Tuttavia, l'ascesa di giganteschi conglomerati tecnologici come Microsoft, Amazon, Meta e Google, che hanno consolidato Internet acquistando le sue infrastrutture, presenta i suoi problemi. Amazon Web Services controlla attualmente il 33% del back-end di Internet. Microsoft è al secondo posto con il 18% e Google al terzo con il 9%; quando queste aziende hanno problemi e l'infrastruttura si blocca, milioni di persone se ne accorgono.
Un'interruzione di servizio nel dicembre dello scorso anno ha colpito molte delle applicazioni e dei servizi più importanti del mondo, da Disney Plus e Tinder a Coinbase, solo per citarne alcuni, per non parlare dei prodotti di Amazon come l'assistente vocale Alexa, il Kindle, Amazon Music e le telecamere di sicurezza Ring. Mentre molti server possono essere accessibili e riavviati da remoto, alcuni richiedono un accesso fisico. Un'interruzione di Facebook a ottobre, che ha interrotto i prodotti dell'azienda per sei ore a causa di un "errore di sua iniziativa", ha costretto i tecnici ad accedere fisicamente a centri dati "difficili da raggiungere" perché gli strumenti interni normalmente utilizzati per risolvere tali problemi erano guasti.

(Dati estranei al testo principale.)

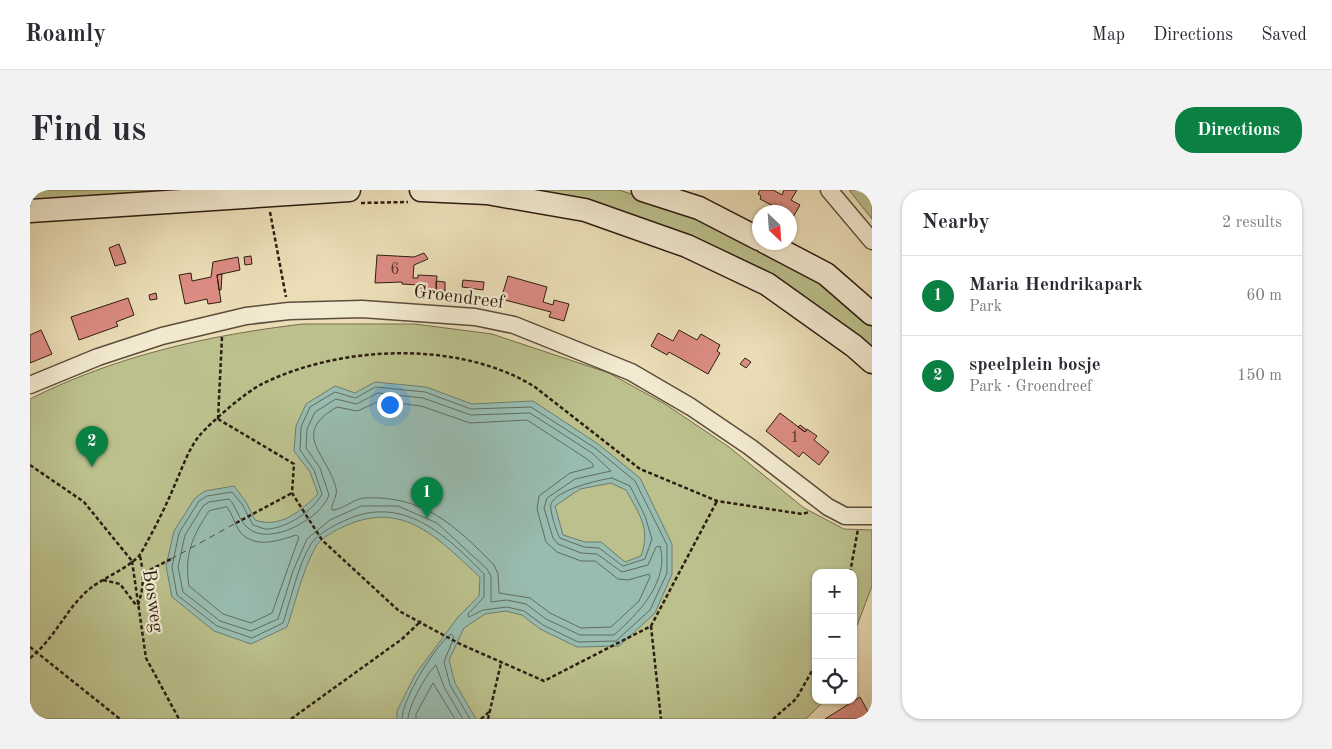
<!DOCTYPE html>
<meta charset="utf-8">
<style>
:root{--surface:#fff;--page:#f2f2f3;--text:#2b2b33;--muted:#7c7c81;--line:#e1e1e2;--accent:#0b8043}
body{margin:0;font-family:"Old Standard TT",serif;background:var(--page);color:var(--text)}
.controls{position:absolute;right:15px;bottom:15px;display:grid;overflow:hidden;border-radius:10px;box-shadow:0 1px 4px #0004}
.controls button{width:45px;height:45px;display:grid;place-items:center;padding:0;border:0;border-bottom:1px solid var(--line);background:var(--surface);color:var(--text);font:25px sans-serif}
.compass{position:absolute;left:722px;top:15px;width:45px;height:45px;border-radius:50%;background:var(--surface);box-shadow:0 1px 4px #0004;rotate:155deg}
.you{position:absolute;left:359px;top:214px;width:18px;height:18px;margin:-12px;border:4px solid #fff;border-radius:50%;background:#1a73e8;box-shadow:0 0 0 8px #1a73e833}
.badge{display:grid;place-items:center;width:32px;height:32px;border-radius:50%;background:var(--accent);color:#fff;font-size:16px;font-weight:700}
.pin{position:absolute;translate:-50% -41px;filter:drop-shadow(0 1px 2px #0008)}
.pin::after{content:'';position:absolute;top:26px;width:18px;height:15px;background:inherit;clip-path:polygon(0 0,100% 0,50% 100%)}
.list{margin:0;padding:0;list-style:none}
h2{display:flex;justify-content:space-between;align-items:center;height:65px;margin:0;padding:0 20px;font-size:21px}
h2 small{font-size:16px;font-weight:400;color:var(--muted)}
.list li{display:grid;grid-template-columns:32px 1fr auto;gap:15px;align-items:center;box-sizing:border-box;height:80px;padding:0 20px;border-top:1px solid var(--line)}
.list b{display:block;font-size:19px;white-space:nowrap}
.list p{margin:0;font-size:16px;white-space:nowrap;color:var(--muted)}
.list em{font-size:16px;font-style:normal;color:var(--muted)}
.icon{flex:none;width:28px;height:28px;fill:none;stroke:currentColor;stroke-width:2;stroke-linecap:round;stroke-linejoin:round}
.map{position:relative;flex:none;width:842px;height:529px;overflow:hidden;border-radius:20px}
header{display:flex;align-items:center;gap:30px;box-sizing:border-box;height:70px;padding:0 25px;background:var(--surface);border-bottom:1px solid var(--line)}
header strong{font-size:24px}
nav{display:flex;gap:28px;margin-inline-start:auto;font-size:18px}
.intro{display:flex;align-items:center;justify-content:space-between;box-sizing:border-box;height:120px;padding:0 30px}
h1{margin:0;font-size:35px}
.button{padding:12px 22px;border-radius:20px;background:var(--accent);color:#fff;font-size:18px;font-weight:700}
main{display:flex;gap:30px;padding:0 30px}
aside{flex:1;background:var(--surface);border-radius:20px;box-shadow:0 1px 4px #0004}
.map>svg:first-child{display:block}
</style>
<header>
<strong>Roamly</strong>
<nav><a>Map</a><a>Directions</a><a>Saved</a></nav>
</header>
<div class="intro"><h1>Find us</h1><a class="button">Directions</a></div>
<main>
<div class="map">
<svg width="842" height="529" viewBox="0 0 842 529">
<rect width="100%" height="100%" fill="#ebdeb7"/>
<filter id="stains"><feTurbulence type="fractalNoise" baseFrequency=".004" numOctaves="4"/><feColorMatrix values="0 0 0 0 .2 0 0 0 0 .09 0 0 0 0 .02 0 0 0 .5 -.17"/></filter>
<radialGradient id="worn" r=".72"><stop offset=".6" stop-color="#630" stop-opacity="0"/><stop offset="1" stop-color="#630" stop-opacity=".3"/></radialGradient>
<path fill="#bbc08c" stroke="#746e4f" d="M0,0h207l-207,16z
M491,0h98l80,26 127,71 46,36v30l-81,-61z
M819,0h23v29z
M273,134h112l77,10 117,39 56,31 64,43 75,61 40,21 28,1v56l-19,50v-63h-37v127h9l-19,19h-776v-320c85,-43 179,-64 273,-75z"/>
<path fill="#98bcb0" stroke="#6d7c71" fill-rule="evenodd" d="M345,192l51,5 46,17 61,-3 65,43 42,34 32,66v30l-17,39 -36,33 -42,1 -37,-18 -18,-14 -16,-4 -21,3 -21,14 -15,32 6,23 21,36h-79v-8l18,-36 43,-58 21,-21 1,-19c-41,-37 -75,-78 -135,-51 -9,4 -25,12 -30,22 -13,24 -19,53 -28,79l-36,17 -37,-13 -42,-34 -6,-31 8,-35 21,-33 10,-7 29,-5 12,16 9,18c25,9 46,-9 63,-26l-8,-22 -16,-21 2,-25 10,-22 29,-18 20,7zM581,293l15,7c13,24 25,38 15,66l-16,6 -24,-20h-16l-22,-7 -8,-29 25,-17z"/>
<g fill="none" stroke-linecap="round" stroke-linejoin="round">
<path stroke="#626c61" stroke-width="1" d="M346,197l49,5 46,17 60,-2 64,41 40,33 32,64v28l-17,37 -34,31 -38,1 -35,-17 -19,-14 -17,-4 -24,3 -14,7 -1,-3 16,-17v-23c-38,-39 -81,-80 -138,-54 -11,5 -28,13 -35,24 -13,21 -20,55 -28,79l-31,15 -35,-12 -40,-31 -5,-28 7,-34 20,-32 8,-5 25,-4 10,12 11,21c5,1 11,5 16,4 19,-2 44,-18 53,-35l-8,-24 -14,-20 1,-23 9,-20 25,-15 20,6z
M348,203l45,5 48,17 59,-2 62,40 19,18 -36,8 -28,19 -3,10 9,30 5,6 23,9 16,1 25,18 26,-7 8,-18 4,-1c10,35 -22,68 -46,89h-34l-34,-16 -20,-15 -19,-4 -16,2v-26l-4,-7 -50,-46 -39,-17h-37l-31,14 -23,19 -14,32 -15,48 -27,12 -31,-10 -37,-29 -5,-25 7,-32 18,-29 6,-4 20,-3c8,8 10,22 19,29 21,19 73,-9 81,-33l-9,-27 -14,-20 1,-19 8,-17 21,-13 20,5z
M350,211l41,5 49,17 57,-3 60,39 6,5v3l-23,6 -31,23 -2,13 9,33 11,10 24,9h14l23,18 10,1 21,-6 1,3 -11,24 -28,26 -30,1 -31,-15 -20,-15 -31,-5 -1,-19 -4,-9c-39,-40 -71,-70 -130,-67 -11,1 -21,12 -32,12 -1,-7 6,-13 4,-22 -9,-35 -46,-54 1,-81l20,4z
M582,288l18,8 15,30 7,23 -7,20 -22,7 -24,-18 -15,-1 -24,-9c-3,-4 -11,-29 -9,-34 5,-14 47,-24 61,-26z
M197,317c6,7 7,17 13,25 15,17 38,9 56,3l3,2 -27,76 -21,10 -28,-9 -34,-28c-5,-31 3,-49 20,-75z
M372,529c0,-20 33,-73 49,-85l3,3 -10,25 6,23 20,34
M378,529c0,-13 19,-46 28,-54l8,22 19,32
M386,529v-5l17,-31 22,36"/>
<path stroke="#4d4d41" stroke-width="1" stroke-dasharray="6 5" stroke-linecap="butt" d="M141,369l65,-36"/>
</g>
<path fill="#dc8c83" stroke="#2d1d12" d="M730,0h13l9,5 2,-5h13l-6,10 9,5 -7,12 -4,-2v-3h-5l-24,-13 1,-3 -3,-2z
M89,54l7,19 -11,3 -6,-18z
M394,63l4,6 -14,6 -1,13h5v-3l19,1 -1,16 -18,-1 1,-6 -17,-1v-2l-27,1 2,-28 37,2z
M221,66l1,8 -7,1 -1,-8z
M208,67l2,13 -23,5 4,27 -13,2 -1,-5 -22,5 -6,-29 12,-2 1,8 19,-4 2,-15z
M192,84l-1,16h-2l-2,-15z
M478,86l39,11 -4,15 10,3 1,-5 15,4 -5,17 -15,-4 2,-5 -50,-13z
M433,90l21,2 -1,8 -21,-3z
M406,91l9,1v9h-9z
M126,103l1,6 -7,1 -1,-5z
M98,108l6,17 -18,7 2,4 -39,14 -8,-23z
M11,140l11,24 -22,9v-28z
M649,140l18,10 4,-6 19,11 -3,6 3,2 -12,21 -39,-22 -2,3 -16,-9 7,-13 15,8z
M715,168l6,4 -5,6 -6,-4z
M750,223l25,19 2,-3 10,7 -3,4 15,12 -10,13 -16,-13 -4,5 -33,-26z
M770,235l7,5 -2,2 -7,-5z
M830,507l12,22h-47z"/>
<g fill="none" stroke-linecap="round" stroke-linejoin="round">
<g stroke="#5c4d3b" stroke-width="19">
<path id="minor" d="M799,0l43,51
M0,195l68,-28 64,-21 84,-20 43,-5 73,-2 113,8 39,8 117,47 60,35 59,40 78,60 17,9h27"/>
</g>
<g stroke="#2d1d12" stroke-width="25">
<path id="secondary" d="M391,0l66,3 98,17 102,36 80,38 87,62 18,16
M613,0l56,18 60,31
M0,21l319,-21
M735,52l61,32 46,40"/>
</g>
<path stroke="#2d1d12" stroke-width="2.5" stroke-dasharray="4 2.5" stroke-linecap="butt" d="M331,13l47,-1
M240,22l16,85
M188,229l76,45 -2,29 30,47 77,71 61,33 84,37 107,-55 66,-125
M188,229l4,-82
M0,275l54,37 48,59
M206,333l56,-30
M102,371l14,97 33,61
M114,383l27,-14
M820,383l8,-44
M73,390l17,4 16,21
M108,415c6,-18 6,-31 2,-49
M621,436l10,93
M0,457l90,72
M0,468c26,-20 36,-51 62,-71 12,-9 42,-22 49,-34 13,-23 25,-47 35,-71 7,-16 13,-34 24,-47 11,-13 47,-44 62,-51 78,-39 198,-44 273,3l105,82 77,32 85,13 7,-2
M261,529l111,-80 19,-18
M451,529l8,-7
M458,529l13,-56
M743,529l23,-20 20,-35"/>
<use href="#minor" stroke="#f2ead0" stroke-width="16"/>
<use href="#secondary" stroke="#f2ead0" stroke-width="22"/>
</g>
<g text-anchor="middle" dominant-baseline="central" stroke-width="4.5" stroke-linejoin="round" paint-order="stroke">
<g font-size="16" fill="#59392e">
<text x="365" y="80">6</text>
<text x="765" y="248">1</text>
</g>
<g font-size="19" fill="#2d1d12" stroke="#f2ead0">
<text transform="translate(429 108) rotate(7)">Groendreef</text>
<text transform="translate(122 411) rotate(82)">Bosweg</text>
</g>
</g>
<rect width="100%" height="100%" filter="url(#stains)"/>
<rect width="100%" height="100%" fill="url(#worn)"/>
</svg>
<div class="controls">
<button>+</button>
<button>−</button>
<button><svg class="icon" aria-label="locate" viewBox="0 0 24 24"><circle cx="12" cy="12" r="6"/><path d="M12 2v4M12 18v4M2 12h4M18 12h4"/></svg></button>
</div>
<svg class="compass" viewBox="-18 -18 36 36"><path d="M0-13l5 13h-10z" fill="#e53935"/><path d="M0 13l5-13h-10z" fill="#7c7c81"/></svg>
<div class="you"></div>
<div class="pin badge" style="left:397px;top:328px">1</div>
<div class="pin badge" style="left:62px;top:277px">2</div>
</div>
<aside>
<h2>Nearby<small>2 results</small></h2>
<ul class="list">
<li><span class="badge">1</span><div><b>Maria Hendrikapark</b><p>Park</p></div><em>60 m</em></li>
<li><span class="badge">2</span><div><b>speelplein bosje</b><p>Park · Groendreef</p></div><em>150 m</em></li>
</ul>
</aside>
</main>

Queste aziende "possono avere più soldi di Dio, ma hanno anche un amministratore delegato che guarda al profitto, quindi potrebbero costruire fuori dal Regno Unito, in Paesi come l'Islanda o sotto l'oceano", dice il professor Woodward, "e se questo significa che devi tirare su un'intera cosa dal fondo dell'oceano [quando le cose vanno male], allora è un po' uno svantaggio".